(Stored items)
___

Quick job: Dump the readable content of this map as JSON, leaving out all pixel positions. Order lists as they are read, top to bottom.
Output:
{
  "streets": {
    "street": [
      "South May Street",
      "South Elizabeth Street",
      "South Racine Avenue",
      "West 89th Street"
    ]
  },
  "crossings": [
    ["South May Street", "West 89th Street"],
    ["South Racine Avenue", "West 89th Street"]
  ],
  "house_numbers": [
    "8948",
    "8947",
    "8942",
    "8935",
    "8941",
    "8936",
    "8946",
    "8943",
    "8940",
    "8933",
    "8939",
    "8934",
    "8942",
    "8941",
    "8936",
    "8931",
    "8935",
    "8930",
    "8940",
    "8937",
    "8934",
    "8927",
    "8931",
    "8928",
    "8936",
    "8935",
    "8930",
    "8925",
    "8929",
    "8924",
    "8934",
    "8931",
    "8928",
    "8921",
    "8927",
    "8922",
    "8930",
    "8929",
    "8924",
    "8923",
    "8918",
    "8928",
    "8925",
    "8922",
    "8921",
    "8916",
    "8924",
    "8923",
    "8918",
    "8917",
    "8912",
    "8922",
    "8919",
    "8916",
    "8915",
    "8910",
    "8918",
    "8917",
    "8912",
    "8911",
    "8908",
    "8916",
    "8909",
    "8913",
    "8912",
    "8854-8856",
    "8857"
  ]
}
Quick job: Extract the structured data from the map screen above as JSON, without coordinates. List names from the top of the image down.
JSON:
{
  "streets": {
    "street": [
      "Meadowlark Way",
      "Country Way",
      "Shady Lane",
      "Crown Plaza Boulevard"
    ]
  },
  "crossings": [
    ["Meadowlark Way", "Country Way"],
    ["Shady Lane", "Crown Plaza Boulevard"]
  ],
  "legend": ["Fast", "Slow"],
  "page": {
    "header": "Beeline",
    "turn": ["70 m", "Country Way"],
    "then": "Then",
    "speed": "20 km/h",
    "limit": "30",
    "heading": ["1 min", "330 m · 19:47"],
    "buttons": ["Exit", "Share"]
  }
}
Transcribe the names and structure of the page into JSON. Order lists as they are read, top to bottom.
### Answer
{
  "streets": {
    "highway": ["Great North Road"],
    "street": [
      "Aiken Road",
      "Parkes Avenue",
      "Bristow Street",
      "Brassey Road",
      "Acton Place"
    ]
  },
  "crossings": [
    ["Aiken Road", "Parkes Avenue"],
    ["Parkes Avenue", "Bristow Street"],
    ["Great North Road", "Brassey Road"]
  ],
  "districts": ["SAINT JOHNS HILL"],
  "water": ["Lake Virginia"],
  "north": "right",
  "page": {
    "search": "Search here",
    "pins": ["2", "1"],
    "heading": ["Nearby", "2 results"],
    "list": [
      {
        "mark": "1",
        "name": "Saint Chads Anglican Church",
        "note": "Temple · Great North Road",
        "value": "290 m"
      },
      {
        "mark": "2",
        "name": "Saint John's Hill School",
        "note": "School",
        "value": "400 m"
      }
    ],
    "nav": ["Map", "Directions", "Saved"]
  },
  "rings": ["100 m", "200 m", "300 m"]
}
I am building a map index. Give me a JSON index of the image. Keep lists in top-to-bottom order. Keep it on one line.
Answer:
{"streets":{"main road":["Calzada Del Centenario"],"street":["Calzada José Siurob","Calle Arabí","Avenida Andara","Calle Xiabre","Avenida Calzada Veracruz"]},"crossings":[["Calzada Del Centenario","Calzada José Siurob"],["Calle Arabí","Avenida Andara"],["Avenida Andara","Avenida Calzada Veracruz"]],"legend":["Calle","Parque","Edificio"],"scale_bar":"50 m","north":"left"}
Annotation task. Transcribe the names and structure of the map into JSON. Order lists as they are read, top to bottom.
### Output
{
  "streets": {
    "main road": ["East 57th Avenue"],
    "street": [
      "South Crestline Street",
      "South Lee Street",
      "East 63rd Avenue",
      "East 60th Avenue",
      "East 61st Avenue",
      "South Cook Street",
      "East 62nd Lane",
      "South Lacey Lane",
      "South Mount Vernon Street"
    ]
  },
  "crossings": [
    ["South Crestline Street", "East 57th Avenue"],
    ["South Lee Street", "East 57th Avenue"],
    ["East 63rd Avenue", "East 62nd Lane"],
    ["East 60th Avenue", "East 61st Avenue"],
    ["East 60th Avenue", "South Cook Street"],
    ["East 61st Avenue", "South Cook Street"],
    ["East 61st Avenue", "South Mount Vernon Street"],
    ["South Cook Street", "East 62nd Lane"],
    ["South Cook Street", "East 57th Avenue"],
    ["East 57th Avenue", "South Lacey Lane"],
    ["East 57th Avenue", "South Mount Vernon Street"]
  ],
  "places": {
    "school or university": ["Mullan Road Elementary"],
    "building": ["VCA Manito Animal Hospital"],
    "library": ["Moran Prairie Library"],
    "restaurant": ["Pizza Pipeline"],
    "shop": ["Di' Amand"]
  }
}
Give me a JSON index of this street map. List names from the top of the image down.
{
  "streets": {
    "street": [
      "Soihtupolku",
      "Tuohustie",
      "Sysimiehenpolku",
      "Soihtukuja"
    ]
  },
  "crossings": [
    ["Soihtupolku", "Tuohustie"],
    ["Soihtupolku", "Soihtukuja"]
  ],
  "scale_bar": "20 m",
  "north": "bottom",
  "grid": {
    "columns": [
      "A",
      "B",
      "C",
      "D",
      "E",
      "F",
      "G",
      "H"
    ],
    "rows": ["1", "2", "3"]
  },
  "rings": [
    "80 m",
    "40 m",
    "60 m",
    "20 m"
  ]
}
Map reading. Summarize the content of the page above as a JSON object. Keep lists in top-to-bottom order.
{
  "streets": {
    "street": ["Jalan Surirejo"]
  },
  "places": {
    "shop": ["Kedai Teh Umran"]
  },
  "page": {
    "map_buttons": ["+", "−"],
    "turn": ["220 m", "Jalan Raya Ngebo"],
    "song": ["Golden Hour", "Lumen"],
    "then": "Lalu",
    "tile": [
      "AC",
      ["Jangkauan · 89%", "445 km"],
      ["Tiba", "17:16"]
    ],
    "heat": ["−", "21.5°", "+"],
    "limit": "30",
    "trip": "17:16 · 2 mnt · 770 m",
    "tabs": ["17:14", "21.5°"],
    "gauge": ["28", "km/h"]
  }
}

___

Using the entries above, please restate each one word for word.

Quick job: Dump the readable content of this map as JSON, leaving out all pixel positions. Order lists as they are read, top to bottom.
Output:
{
  "streets": {
    "street": [
      "South May Street",
      "South Elizabeth Street",
      "South Racine Avenue",
      "West 89th Street"
    ]
  },
  "crossings": [
    ["South May Street", "West 89th Street"],
    ["South Racine Avenue", "West 89th Street"]
  ],
  "house_numbers": [
    "8948",
    "8947",
    "8942",
    "8935",
    "8941",
    "8936",
    "8946",
    "8943",
    "8940",
    "8933",
    "8939",
    "8934",
    "8942",
    "8941",
    "8936",
    "8931",
    "8935",
    "8930",
    "8940",
    "8937",
    "8934",
    "8927",
    "8931",
    "8928",
    "8936",
    "8935",
    "8930",
    "8925",
    "8929",
    "8924",
    "8934",
    "8931",
    "8928",
    "8921",
    "8927",
    "8922",
    "8930",
    "8929",
    "8924",
    "8923",
    "8918",
    "8928",
    "8925",
    "8922",
    "8921",
    "8916",
    "8924",
    "8923",
    "8918",
    "8917",
    "8912",
    "8922",
    "8919",
    "8916",
    "8915",
    "8910",
    "8918",
    "8917",
    "8912",
    "8911",
    "8908",
    "8916",
    "8909",
    "8913",
    "8912",
    "8854-8856",
    "8857"
  ]
}
Quick job: Extract the structured data from the map screen above as JSON, without coordinates. List names from the top of the image down.
JSON:
{
  "streets": {
    "street": [
      "Meadowlark Way",
      "Country Way",
      "Shady Lane",
      "Crown Plaza Boulevard"
    ]
  },
  "crossings": [
    ["Meadowlark Way", "Country Way"],
    ["Shady Lane", "Crown Plaza Boulevard"]
  ],
  "legend": ["Fast", "Slow"],
  "page": {
    "header": "Beeline",
    "turn": ["70 m", "Country Way"],
    "then": "Then",
    "speed": "20 km/h",
    "limit": "30",
    "heading": ["1 min", "330 m · 19:47"],
    "buttons": ["Exit", "Share"]
  }
}
Transcribe the names and structure of the page into JSON. Order lists as they are read, top to bottom.
### Answer
{
  "streets": {
    "highway": ["Great North Road"],
    "street": [
      "Aiken Road",
      "Parkes Avenue",
      "Bristow Street",
      "Brassey Road",
      "Acton Place"
    ]
  },
  "crossings": [
    ["Aiken Road", "Parkes Avenue"],
    ["Parkes Avenue", "Bristow Street"],
    ["Great North Road", "Brassey Road"]
  ],
  "districts": ["SAINT JOHNS HILL"],
  "water": ["Lake Virginia"],
  "north": "right",
  "page": {
    "search": "Search here",
    "pins": ["2", "1"],
    "heading": ["Nearby", "2 results"],
    "list": [
      {
        "mark": "1",
        "name": "Saint Chads Anglican Church",
        "note": "Temple · Great North Road",
        "value": "290 m"
      },
      {
        "mark": "2",
        "name": "Saint John's Hill School",
        "note": "School",
        "value": "400 m"
      }
    ],
    "nav": ["Map", "Directions", "Saved"]
  },
  "rings": ["100 m", "200 m", "300 m"]
}
I am building a map index. Give me a JSON index of the image. Keep lists in top-to-bottom order. Keep it on one line.
Answer:
{"streets":{"main road":["Calzada Del Centenario"],"street":["Calzada José Siurob","Calle Arabí","Avenida Andara","Calle Xiabre","Avenida Calzada Veracruz"]},"crossings":[["Calzada Del Centenario","Calzada José Siurob"],["Calle Arabí","Avenida Andara"],["Avenida Andara","Avenida Calzada Veracruz"]],"legend":["Calle","Parque","Edificio"],"scale_bar":"50 m","north":"left"}
Annotation task. Transcribe the names and structure of the map into JSON. Order lists as they are read, top to bottom.
### Output
{
  "streets": {
    "main road": ["East 57th Avenue"],
    "street": [
      "South Crestline Street",
      "South Lee Street",
      "East 63rd Avenue",
      "East 60th Avenue",
      "East 61st Avenue",
      "South Cook Street",
      "East 62nd Lane",
      "South Lacey Lane",
      "South Mount Vernon Street"
    ]
  },
  "crossings": [
    ["South Crestline Street", "East 57th Avenue"],
    ["South Lee Street", "East 57th Avenue"],
    ["East 63rd Avenue", "East 62nd Lane"],
    ["East 60th Avenue", "East 61st Avenue"],
    ["East 60th Avenue", "South Cook Street"],
    ["East 61st Avenue", "South Cook Street"],
    ["East 61st Avenue", "South Mount Vernon Street"],
    ["South Cook Street", "East 62nd Lane"],
    ["South Cook Street", "East 57th Avenue"],
    ["East 57th Avenue", "South Lacey Lane"],
    ["East 57th Avenue", "South Mount Vernon Street"]
  ],
  "places": {
    "school or university": ["Mullan Road Elementary"],
    "building": ["VCA Manito Animal Hospital"],
    "library": ["Moran Prairie Library"],
    "restaurant": ["Pizza Pipeline"],
    "shop": ["Di' Amand"]
  }
}
Give me a JSON index of this street map. List names from the top of the image down.
{
  "streets": {
    "street": [
      "Soihtupolku",
      "Tuohustie",
      "Sysimiehenpolku",
      "Soihtukuja"
    ]
  },
  "crossings": [
    ["Soihtupolku", "Tuohustie"],
    ["Soihtupolku", "Soihtukuja"]
  ],
  "scale_bar": "20 m",
  "north": "bottom",
  "grid": {
    "columns": [
      "A",
      "B",
      "C",
      "D",
      "E",
      "F",
      "G",
      "H"
    ],
    "rows": ["1", "2", "3"]
  },
  "rings": [
    "80 m",
    "40 m",
    "60 m",
    "20 m"
  ]
}
Map reading. Summarize the content of the page above as a JSON object. Keep lists in top-to-bottom order.
{
  "streets": {
    "street": ["Jalan Surirejo"]
  },
  "places": {
    "shop": ["Kedai Teh Umran"]
  },
  "page": {
    "map_buttons": ["+", "−"],
    "turn": ["220 m", "Jalan Raya Ngebo"],
    "song": ["Golden Hour", "Lumen"],
    "then": "Lalu",
    "tile": [
      "AC",
      ["Jangkauan · 89%", "445 km"],
      ["Tiba", "17:16"]
    ],
    "heat": ["−", "21.5°", "+"],
    "limit": "30",
    "trip": "17:16 · 2 mnt · 770 m",
    "tabs": ["17:14", "21.5°"],
    "gauge": ["28", "km/h"]
  }
}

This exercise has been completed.